We have treated about 159 patients so far, and about 79 had previously untreated CLL. Of those patients, 8 were treated [with the] monotherapy and 71 received the combination. Preliminary efficacy findings [showed] that the majority of patients achieved a response. Considering the monotherapy cohort, the ORR was [67%, with] about 30% [of patients achieving] complete responses. Response rates were higher in the combination cohorts, as you might expect, [but there was a lower] CR rate. [Responses were about] 95% in the relapsed/refractory cohort and 100% in the treatment-naive cohort.
[Notably,] the combination cohorts had a much shorter median duration of follow-up because [these patients are] younger, and we just haven’t been following [them] as long. When measuring efficacy early on in a study, [it’s important to realize] that it is not going to be as high.
The safety of this drug is pretty good. It seems to be clean on BCL-2 and probably has better tolerability than venetoclax. The rates of grade 3 or higher AEs across the whole study were 32%, [which] in my experience, is acceptable. Most of those AEs were uncomplicated neutropenia so that’s fairly easy to manage with granulocyte colony–stimulating factor.
Diarrhea or gastrointestinal [GI] toxicity can be an issue with BCL-2 inhibitors—especially venetoclax [when given] at higher dose levels. We saw a bit of [GI toxicity] in the study, but it was mostly mild. [GI toxicities of] grade 2 or higher were only seen in [12.5%] of patients in the monotherapy arms and [5.6%] of patients in the combination arms. [Based on these data, BGB-11417] does seem to be a well-tolerated agent.

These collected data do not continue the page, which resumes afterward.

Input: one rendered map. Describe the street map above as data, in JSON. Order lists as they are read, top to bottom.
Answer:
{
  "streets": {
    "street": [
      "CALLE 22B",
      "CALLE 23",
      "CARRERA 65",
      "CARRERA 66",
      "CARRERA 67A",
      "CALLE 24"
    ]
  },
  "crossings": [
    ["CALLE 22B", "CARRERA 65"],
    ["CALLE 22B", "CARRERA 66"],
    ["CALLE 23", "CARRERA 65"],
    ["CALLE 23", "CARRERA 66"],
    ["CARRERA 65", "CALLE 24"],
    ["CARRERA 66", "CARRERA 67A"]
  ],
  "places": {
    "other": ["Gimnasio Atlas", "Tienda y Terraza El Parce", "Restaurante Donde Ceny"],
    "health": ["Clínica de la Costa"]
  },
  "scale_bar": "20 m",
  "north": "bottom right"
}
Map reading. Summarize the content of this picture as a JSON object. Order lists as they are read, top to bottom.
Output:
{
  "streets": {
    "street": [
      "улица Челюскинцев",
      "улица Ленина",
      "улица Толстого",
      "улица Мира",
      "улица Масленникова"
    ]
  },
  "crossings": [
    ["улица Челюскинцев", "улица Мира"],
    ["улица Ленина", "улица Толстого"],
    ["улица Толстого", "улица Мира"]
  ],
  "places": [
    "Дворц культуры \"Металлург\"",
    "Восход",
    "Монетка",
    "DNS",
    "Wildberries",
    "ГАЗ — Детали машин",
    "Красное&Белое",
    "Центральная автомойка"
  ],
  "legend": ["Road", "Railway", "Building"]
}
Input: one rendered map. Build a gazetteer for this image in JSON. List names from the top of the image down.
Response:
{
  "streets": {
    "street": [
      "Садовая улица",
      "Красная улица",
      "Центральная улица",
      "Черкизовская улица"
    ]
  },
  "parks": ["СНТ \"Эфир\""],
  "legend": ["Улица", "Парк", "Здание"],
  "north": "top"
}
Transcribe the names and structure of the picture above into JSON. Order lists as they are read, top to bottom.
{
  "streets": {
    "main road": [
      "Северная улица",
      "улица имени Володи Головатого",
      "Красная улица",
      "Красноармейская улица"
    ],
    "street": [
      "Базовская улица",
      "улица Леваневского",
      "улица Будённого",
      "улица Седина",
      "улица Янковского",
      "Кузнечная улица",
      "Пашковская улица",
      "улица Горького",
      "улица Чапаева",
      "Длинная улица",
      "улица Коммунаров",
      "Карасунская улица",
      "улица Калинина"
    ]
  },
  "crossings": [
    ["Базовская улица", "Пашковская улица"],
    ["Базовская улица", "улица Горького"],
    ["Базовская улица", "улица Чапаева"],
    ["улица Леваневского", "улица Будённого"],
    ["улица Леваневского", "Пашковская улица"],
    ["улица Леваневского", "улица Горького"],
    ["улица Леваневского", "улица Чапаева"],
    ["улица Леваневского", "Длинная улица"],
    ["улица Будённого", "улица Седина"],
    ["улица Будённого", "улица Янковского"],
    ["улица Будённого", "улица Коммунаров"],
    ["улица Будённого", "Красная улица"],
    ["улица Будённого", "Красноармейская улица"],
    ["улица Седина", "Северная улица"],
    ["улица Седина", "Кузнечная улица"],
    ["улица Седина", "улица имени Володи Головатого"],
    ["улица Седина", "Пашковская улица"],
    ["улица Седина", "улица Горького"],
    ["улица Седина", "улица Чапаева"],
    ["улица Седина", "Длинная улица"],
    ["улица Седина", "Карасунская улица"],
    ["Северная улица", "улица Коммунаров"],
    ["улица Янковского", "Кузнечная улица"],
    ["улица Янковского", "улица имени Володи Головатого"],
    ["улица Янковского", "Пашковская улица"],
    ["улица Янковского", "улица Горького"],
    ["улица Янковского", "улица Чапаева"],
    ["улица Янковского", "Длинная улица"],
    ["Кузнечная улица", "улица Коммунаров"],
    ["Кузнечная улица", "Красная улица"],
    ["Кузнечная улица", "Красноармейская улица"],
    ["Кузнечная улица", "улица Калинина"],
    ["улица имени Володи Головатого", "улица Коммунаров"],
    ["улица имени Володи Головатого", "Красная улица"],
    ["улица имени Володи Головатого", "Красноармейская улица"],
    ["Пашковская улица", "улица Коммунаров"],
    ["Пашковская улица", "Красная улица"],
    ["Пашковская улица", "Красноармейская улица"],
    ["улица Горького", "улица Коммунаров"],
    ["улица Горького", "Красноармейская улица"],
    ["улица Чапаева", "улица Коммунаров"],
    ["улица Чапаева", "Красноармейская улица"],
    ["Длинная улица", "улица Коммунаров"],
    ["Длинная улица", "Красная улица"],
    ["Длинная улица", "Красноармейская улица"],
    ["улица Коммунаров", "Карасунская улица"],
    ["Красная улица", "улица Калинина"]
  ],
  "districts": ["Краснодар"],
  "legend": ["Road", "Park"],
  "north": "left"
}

One thing that is always important to [note] when exploring a new BCL-2 inhibitor is the [risk of] TLS. It can be an issue with venetoclax if not appropriately managed. In this study, we did dose escalation in a few different ways. Most patients had a standard weekly ramp-up [of dosage] as you would see with venetoclax, but we explored a daily dose-escalation schedule in a few [cohorts]. [In this approach,] we would actually increase the dose by about 30% each day and then monitor [the patients] closely.
The bottom line is that we didn’t see a whole lot of clinical TLS in this study. There was 1 episode of laboratory TLS, which is where the laboratory tests become abnormal but there are no clinical sequelae for the patient. [Additionally,] there was 1 episode of a DLT in a patient with neutropenic sepsis treated at 80 mg in the CLL cohort. [However,] we didn’t see any other DLTs and there was no maximum tolerated dose reached.
This study is ongoing, and enrollment to ongoing expansion cohorts continues. We’ve [also] opened a [new investigational] arm for patients with CLL who have previously been treated with venetoclax.
The pathway forward for this drug is in combination with zanubrutinib because that’s where almost all the patients have been treated. I can see a potential phase 3 strategy looking at this combination in previously untreated patients, randomized against single-agent BTK [inhibitors, for example].
[BGB-11417] is also being explored in a range of other B-cell malignancies, including mantle cell lymphoma, Waldenström macroglobulinemia, and [others]. We will probably see more trials in those BCL-2 inhibitor–sensitive indications as well.